Am 9. Januar wäre Rio Reiser 75 Jahre alt geworden. Fast 30 Jahre ist der Sänger nun tot und immer noch besuchen ihn die Fans an seinem Grab in Berlin.

Rio Reiser in Kreuzberg, 1986 Foto: Ann-Christine Jansson

Schon den ganzen Tag kreisen seine Gedanken um Rio Reiser. „Eigentlich hatte ich ja gar nichts persönlich mit ihm zu tun, nichts, null“, sagt Jörg Dahlbeck. Trotzdem ist er aus Ostwestfalen rund 375 Kilometer dorthin gefahren, wo Rio Reiser unter der Erde liegt.

Rio Reiser, mit bürgerlichem Namen Ralph Christian Möbius, starb 1996 mit nur 46 Jahren an inneren Blutungen. Für viele ist diese raue Stimme, von der Dahlbeck sagt, sie unter Tausenden wiederzuerkennen, längst vergessen. Bekannt wurde Rio Reiser als Sänger der westdeutschen Rockband Ton Steine Scherben, mit Liedern wie dem „Rauch-Haus-Song“, „Macht kaputt, was euch kaputt macht“ und „Halt dich an deiner Liebe fest“.

Vor Dahlbeck erhebt sich das große Tor des Alten St.-Matthäus-Kirchhofs in Berlin-Schöneberg. Mit Ehrfurcht späht er auf das Gelände dahinter. Er stand zwar schon etliche Male am Grab von Rio Reiser, doch nie musste er dafür auf einen Friedhof.

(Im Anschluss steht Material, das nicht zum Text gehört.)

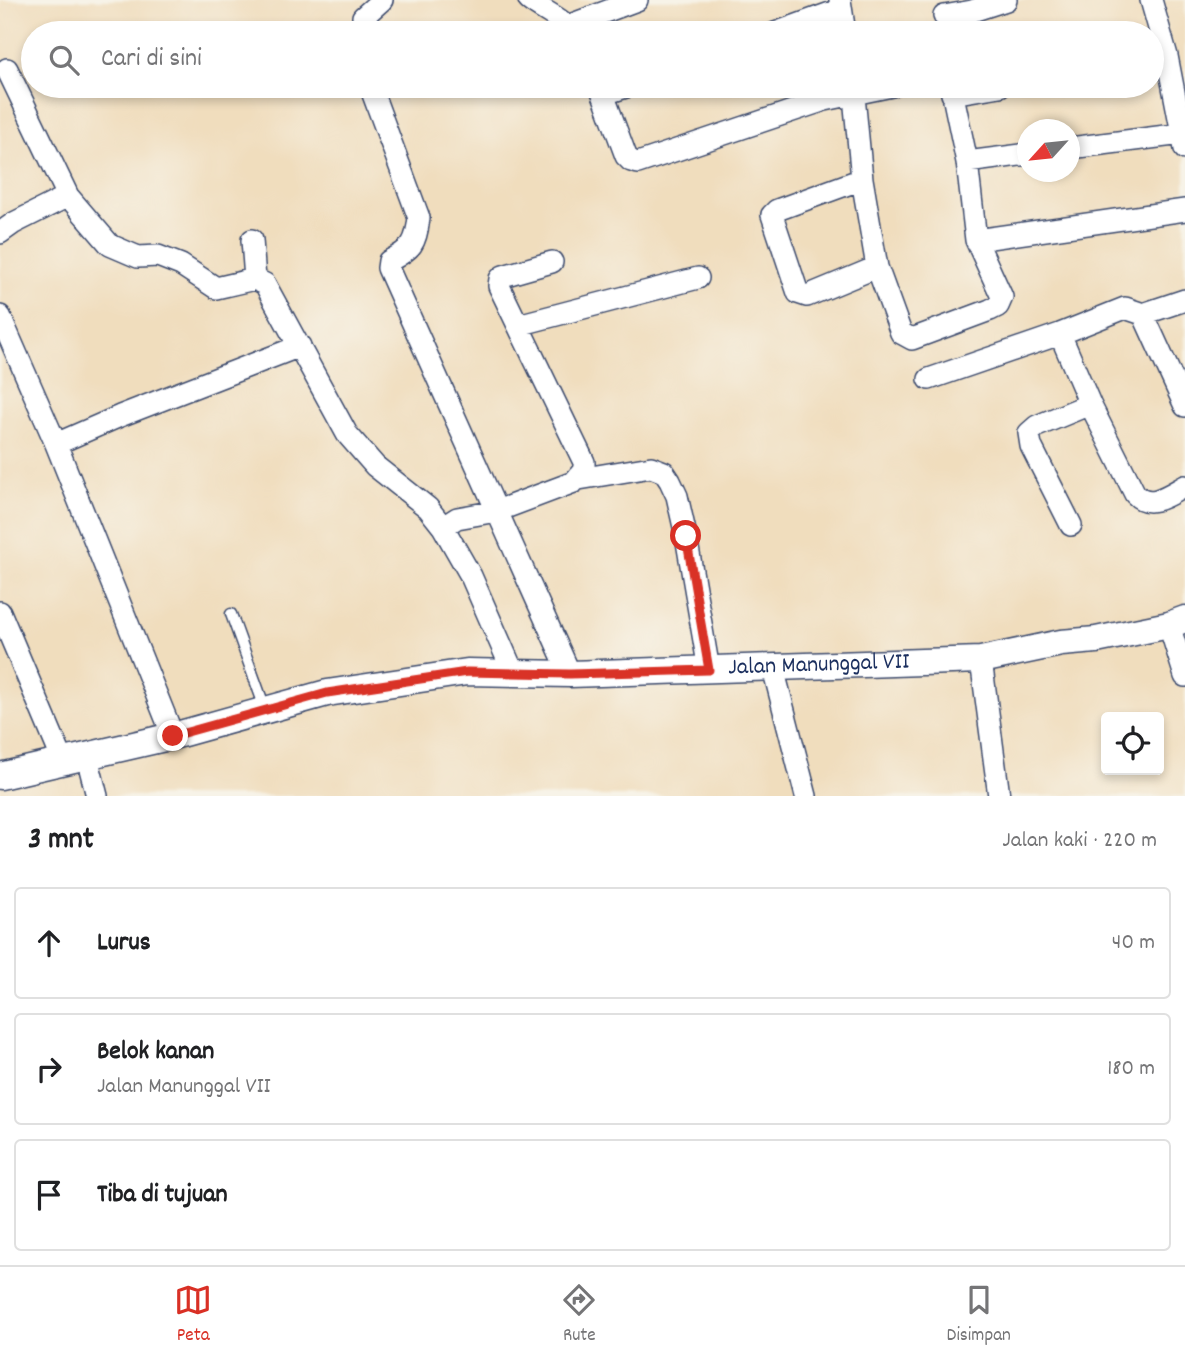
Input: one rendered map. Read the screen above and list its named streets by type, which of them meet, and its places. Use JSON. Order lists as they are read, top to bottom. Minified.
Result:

„Manchmal habe ich stundenlang am Grab gesessen, ein bisschen Gitarre gespielt – und mein Sohn, damals noch ganz klein, tanzte um Rios Grabstein“, erinnert er sich. Es ist nicht lange her, da konnten die Fans von Rio Reiser an seinem Grab Urlaub machen.

75 Jahre Rio Reiser

Der Sänger

Rio Reiser – geboren am 9. Januar 1950 als Ralph Christian Möbius in West-Berlin, gestorben am 20. August 1996 in Fresenhagen – war bei Ton Steine Scherben zusammen mit dem Gitarristen R. P. S. Lanrue als Autorenteam schon so was wie die deutsche Entsprechung von Jagger/Richards. Und popmusikalisch eben der von ihm besungene „König von Deutschland“.

Die Erinnerung

Unter dem Motto „Halt dich an deiner Liebe fest“ feiert man am 8. Januar in der Berliner Volksbühne 75 Jahre Rio Reiser. Bei der Geburtstagsparty unter der Schirmherrschaft von Staatsministerin Claudia Roth (die ja mal Scherben-Managerin war) spielen und singen unter anderem Alexander Scheer, Bernadette La Hengst und Ton Steine Scherben.

Der heilige Gral

14 Jahre lang ruhte Rio Reiser nämlich unter einem Apfelbaum in seinem eigenen Garten in Fresenhagen, Nordfriesland. Bis er starb, lebte Rio Reiser dort auf einem Künstlerhof, den er Mitte der 70er mit seiner Band bezogen hatte. Ihn dort zu beerdigen, war nur durch eine Sondergenehmigung möglich. Rios Haus wurde zu einer Gedenkstätte mitsamt Übernachtungsmöglichkeiten. „Fresenhagen war so was wie der heilige Gral für uns Fans“, sagt Dahlbeck.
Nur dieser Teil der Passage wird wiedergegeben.